Dossier : IMM-3834-01

Référence neutre : 2002 CFPI 830

Ottawa (Ontario), le mardi 30 juillet 2002

EN PRÉSENCE DE MADAME LE JUGE DAWSON

ENTRE :

                       NOOR MOHAMMAD KHORRAMI

                                                                                                  demandeur

                                                    - et -

LE MINISTRE DE LA CITOYENNETÉ ET DE L'IMMIGRATION

                                                                                                    défendeur

        MOTIFS DE L'ORDONNANCE ET ORDONNANCE

LE JUGE DAWSON


[1]    La demande de contrôle judiciaire déposée par M. Khorrami est de la nature d'un mandamus parce qu'elle est devenue théorique avant la date d'audition prévue lorsque le ministre a fait connaître la décision qui est en cause dans la présente instance. La seule question dont est saisie la Cour est de savoir si les circonstances de l'espèce justifient que les frais soient adjugés à l'encontre du ministre.

LES FAITS

[2]    Dans une lettre datée du 4 juin 2000, l'avocat de M. Khorrami a soumis des observations et fourni des éléments de preuve afin d'obtenir un redressement ministériel ayant trait à l'alinéa 19(1)l) de la Loi sur l'immigration, L.R.C. (1985), ch. I-2 (la Loi). Quand il est devenu clair que, malgré les demandes présentées par l'avocat et par le représentant canadien du Haut-Commissariat des Nations Unies pour les réfugiés, aucune décision n'était prise, la présente demande de contrôle judiciaire a été déposée le 9 août 2001. L'autorisation a été accordée par voie d'ordonnance datée du 25 avril 2002 et la date de l'audition a été fixée au 24 juillet 2002.

[3]    Par la suite, le ministre a rendu sa décision le 21 juin 2002 et cette décision a été communiquée à l'avocat de M. Khorrami le 17 juillet 2002, accompagnée d'une lettre en date du 16 juillet 2002.


[4]                 L'avocat de M. Khorrami prétend maintenant que le retard à prendre la décision et à la communiquer de même que les erreurs contenues dans le dossier déposé par le défendeur en réponse à la demande d'autorisation constituent des raisons spéciales au sens de la règle 22 des Règles de la Cour fédérale en matière d'immigration, 1993, DORS/93-72. Cette règle est rédigée dans les termes suivants :


22. Sauf ordonnance contraire rendue par un juge pour des raisons spéciales, la demande ou l'appel introduit en application des présentes règles ne donne pas lieu à des dépens.
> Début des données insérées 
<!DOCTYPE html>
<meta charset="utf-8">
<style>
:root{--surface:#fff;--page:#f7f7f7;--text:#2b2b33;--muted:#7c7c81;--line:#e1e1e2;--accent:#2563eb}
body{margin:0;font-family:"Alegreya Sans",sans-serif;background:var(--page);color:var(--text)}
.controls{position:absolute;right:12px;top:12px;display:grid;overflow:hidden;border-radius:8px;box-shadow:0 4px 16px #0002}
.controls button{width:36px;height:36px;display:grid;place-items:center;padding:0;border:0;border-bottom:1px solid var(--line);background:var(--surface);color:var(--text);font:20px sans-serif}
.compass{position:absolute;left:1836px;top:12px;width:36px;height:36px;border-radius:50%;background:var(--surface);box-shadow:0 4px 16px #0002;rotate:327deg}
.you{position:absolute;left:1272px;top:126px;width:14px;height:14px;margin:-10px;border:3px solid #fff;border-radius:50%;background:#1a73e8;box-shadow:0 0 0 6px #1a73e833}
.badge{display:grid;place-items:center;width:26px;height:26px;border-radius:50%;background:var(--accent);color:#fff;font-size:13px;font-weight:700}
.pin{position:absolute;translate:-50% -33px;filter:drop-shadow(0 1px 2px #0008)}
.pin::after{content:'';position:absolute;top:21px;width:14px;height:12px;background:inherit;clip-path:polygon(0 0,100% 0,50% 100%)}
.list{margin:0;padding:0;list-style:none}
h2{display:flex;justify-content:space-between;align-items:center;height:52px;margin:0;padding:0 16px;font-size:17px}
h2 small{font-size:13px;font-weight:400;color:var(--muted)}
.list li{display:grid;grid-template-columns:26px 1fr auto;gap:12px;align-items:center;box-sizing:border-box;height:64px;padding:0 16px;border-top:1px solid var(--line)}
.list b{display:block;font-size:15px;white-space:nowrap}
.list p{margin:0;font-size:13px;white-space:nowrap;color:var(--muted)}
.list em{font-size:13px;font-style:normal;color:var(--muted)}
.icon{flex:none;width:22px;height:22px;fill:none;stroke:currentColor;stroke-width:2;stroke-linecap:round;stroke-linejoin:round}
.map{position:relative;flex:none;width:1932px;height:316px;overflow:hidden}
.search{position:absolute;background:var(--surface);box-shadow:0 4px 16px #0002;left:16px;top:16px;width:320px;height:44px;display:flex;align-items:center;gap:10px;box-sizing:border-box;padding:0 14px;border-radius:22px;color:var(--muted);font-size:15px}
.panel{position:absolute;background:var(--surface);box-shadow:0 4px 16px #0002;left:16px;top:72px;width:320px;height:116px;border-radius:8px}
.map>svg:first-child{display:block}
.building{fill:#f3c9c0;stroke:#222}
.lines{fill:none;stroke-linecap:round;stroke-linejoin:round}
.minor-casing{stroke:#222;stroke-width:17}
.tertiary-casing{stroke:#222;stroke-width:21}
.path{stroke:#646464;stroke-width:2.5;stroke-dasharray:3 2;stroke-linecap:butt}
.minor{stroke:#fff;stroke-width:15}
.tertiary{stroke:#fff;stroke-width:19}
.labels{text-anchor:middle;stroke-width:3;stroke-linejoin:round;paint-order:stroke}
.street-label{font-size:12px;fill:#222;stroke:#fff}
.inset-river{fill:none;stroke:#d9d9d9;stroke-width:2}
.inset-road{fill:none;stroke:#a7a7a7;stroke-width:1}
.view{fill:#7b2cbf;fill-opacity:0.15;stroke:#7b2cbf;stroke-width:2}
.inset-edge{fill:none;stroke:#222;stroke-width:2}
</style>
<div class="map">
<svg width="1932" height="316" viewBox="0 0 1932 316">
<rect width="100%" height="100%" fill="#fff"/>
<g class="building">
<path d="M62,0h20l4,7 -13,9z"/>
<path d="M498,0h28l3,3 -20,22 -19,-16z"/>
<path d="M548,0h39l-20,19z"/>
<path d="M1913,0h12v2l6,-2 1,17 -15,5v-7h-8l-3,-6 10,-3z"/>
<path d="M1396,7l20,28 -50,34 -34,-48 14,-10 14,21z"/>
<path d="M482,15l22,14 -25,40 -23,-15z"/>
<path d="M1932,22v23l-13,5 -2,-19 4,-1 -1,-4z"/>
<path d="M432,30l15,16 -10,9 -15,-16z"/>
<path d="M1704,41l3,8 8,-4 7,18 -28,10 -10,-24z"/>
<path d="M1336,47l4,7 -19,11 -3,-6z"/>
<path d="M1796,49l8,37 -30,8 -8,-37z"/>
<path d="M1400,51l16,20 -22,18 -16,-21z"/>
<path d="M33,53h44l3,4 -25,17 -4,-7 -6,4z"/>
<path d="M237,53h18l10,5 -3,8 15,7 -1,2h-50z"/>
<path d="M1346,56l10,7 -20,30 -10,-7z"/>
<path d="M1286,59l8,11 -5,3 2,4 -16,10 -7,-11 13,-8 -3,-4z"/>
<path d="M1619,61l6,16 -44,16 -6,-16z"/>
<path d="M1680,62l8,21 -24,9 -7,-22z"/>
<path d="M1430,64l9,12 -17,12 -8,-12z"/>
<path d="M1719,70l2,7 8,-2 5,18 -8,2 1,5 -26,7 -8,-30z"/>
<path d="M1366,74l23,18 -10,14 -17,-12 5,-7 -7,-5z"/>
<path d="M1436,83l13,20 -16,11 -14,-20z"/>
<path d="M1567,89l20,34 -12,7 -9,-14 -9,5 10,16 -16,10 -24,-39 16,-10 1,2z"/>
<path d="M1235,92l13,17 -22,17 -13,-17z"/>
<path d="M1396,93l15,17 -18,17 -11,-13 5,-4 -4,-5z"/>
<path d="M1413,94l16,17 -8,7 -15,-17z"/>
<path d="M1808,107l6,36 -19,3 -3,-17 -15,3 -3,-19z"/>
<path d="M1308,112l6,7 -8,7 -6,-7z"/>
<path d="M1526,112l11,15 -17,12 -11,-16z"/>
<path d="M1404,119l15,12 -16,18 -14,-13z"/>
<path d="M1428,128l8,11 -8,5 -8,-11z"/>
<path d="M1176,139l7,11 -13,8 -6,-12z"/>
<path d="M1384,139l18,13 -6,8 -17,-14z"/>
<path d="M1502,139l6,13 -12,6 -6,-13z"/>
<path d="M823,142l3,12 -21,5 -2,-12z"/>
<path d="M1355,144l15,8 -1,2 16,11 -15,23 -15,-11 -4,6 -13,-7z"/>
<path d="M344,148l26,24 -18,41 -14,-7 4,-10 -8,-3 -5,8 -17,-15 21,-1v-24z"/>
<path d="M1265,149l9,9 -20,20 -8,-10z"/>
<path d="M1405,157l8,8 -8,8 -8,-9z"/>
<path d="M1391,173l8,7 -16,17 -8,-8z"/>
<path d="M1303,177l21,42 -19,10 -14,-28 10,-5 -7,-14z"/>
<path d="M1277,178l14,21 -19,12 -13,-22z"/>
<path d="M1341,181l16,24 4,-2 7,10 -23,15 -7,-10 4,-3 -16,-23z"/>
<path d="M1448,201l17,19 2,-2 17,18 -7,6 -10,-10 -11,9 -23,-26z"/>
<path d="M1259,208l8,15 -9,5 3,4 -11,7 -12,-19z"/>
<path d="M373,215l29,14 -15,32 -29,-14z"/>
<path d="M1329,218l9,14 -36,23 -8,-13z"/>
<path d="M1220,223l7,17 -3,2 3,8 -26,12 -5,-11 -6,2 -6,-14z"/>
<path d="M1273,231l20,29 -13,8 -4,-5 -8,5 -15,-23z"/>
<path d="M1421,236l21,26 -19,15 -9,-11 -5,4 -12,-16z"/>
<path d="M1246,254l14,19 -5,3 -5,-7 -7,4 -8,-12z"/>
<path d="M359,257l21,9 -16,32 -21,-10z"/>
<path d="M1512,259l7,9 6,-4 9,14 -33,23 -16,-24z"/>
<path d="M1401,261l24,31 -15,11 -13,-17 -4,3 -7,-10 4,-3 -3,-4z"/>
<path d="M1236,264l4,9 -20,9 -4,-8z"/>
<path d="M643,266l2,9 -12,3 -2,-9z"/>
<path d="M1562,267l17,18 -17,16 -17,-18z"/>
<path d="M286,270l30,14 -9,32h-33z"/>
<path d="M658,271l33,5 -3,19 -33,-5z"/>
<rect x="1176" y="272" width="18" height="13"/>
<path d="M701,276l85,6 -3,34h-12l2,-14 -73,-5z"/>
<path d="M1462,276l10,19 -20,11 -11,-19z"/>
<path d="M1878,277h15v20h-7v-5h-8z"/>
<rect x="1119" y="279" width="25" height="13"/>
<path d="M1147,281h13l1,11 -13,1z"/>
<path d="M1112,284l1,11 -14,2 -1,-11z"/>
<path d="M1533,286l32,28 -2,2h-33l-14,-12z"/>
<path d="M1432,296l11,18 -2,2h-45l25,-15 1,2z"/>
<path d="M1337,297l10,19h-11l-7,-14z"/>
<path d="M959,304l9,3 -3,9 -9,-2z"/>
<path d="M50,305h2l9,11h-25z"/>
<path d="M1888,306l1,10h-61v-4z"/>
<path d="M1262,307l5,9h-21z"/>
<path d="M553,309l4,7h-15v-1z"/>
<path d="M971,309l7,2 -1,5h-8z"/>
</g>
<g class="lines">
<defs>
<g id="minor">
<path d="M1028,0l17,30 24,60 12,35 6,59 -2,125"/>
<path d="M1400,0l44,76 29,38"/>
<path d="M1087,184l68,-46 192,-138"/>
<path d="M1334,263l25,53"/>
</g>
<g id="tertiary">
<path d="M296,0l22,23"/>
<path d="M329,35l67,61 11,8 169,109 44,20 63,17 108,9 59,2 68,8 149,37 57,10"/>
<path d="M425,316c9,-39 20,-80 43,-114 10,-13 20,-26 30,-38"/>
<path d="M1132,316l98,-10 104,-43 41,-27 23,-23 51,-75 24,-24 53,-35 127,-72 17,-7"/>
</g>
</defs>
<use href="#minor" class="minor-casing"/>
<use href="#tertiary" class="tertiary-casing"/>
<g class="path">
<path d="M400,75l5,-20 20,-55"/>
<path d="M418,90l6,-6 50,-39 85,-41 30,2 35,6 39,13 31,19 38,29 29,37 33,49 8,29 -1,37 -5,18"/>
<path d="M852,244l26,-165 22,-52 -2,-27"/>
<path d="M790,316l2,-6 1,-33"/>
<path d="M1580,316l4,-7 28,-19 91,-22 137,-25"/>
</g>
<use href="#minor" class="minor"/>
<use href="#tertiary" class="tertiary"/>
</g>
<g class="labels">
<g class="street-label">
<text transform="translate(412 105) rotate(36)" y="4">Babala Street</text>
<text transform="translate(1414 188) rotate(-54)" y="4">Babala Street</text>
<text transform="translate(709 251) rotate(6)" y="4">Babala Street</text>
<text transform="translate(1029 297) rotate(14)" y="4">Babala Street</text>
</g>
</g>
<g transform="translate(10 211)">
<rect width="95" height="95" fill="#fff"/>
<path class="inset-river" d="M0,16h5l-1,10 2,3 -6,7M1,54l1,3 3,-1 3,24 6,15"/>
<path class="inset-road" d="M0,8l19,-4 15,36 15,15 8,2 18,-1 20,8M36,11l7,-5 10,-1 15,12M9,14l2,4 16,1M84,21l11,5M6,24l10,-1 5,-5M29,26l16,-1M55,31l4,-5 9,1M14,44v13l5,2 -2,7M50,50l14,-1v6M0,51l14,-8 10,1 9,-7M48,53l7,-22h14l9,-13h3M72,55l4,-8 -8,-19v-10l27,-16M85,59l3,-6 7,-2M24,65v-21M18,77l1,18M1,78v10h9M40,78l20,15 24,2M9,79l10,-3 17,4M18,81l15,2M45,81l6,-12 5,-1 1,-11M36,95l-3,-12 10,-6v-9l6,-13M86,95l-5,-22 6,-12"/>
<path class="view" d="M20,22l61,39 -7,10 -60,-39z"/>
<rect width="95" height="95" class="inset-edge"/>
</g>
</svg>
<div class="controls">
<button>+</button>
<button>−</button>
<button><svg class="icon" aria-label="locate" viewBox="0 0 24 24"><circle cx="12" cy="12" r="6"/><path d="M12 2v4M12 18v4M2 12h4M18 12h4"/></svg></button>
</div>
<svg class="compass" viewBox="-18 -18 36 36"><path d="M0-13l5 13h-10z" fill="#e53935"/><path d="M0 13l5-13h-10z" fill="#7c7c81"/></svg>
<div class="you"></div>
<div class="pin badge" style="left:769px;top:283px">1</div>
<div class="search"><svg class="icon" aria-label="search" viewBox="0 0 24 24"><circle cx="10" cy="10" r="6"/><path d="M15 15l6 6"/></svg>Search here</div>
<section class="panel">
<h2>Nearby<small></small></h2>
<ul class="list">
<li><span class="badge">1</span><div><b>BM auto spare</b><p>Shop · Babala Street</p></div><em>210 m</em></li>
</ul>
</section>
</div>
22. No costs shall be awarded to or payable by any party in respect of an application or an appeal under these Rules unless the Court, for special reasons, so orders.


ANALYSE

[5]                 On ne m'a pas convaincue que la preuve dont était saisie la Cour était suffisante pour lui permettre de conclure qu'en soi le retard qui s'est produit dans la demande déposée pour obtenir un redressement ministériel constitue une raison spéciale pour adjuger les dépens.


[6]                 Aucun argument n'a été présenté pour démontrer que la demande de redressement ministériel a été traitée autrement que dans le cours normal des activités. Le dossier du tribunal indique que le temps qu'il a fallu pour prendre la décision est dû au fait qu'après qu'une recommandation favorable eut été transmise par le bureau de Toronto de la Section des crimes de guerre à la direction générale du règlement des cas de l'Unité des crimes de guerre contemporains à Ottawa le 3 janvier 2001, l'Unité des crimes de guerre a obtenu de nouveaux renseignements qui contredisaient l'avis donné par M. Khorrami. Il a donc fallu tenir une nouvelle entrevue le 3 octobre 2001. Aucune observation n'a été soumise pour démontrer que cette entrevue était inutile ou qu'il n'y avait pas lieu de prendre du temps pour analyser l'information fournie au cours de la deuxième entrevue. Il n'y a pas de preuve pour établir que le délai qu'il a fallu pour rendre la décision était injustifié ou excessif.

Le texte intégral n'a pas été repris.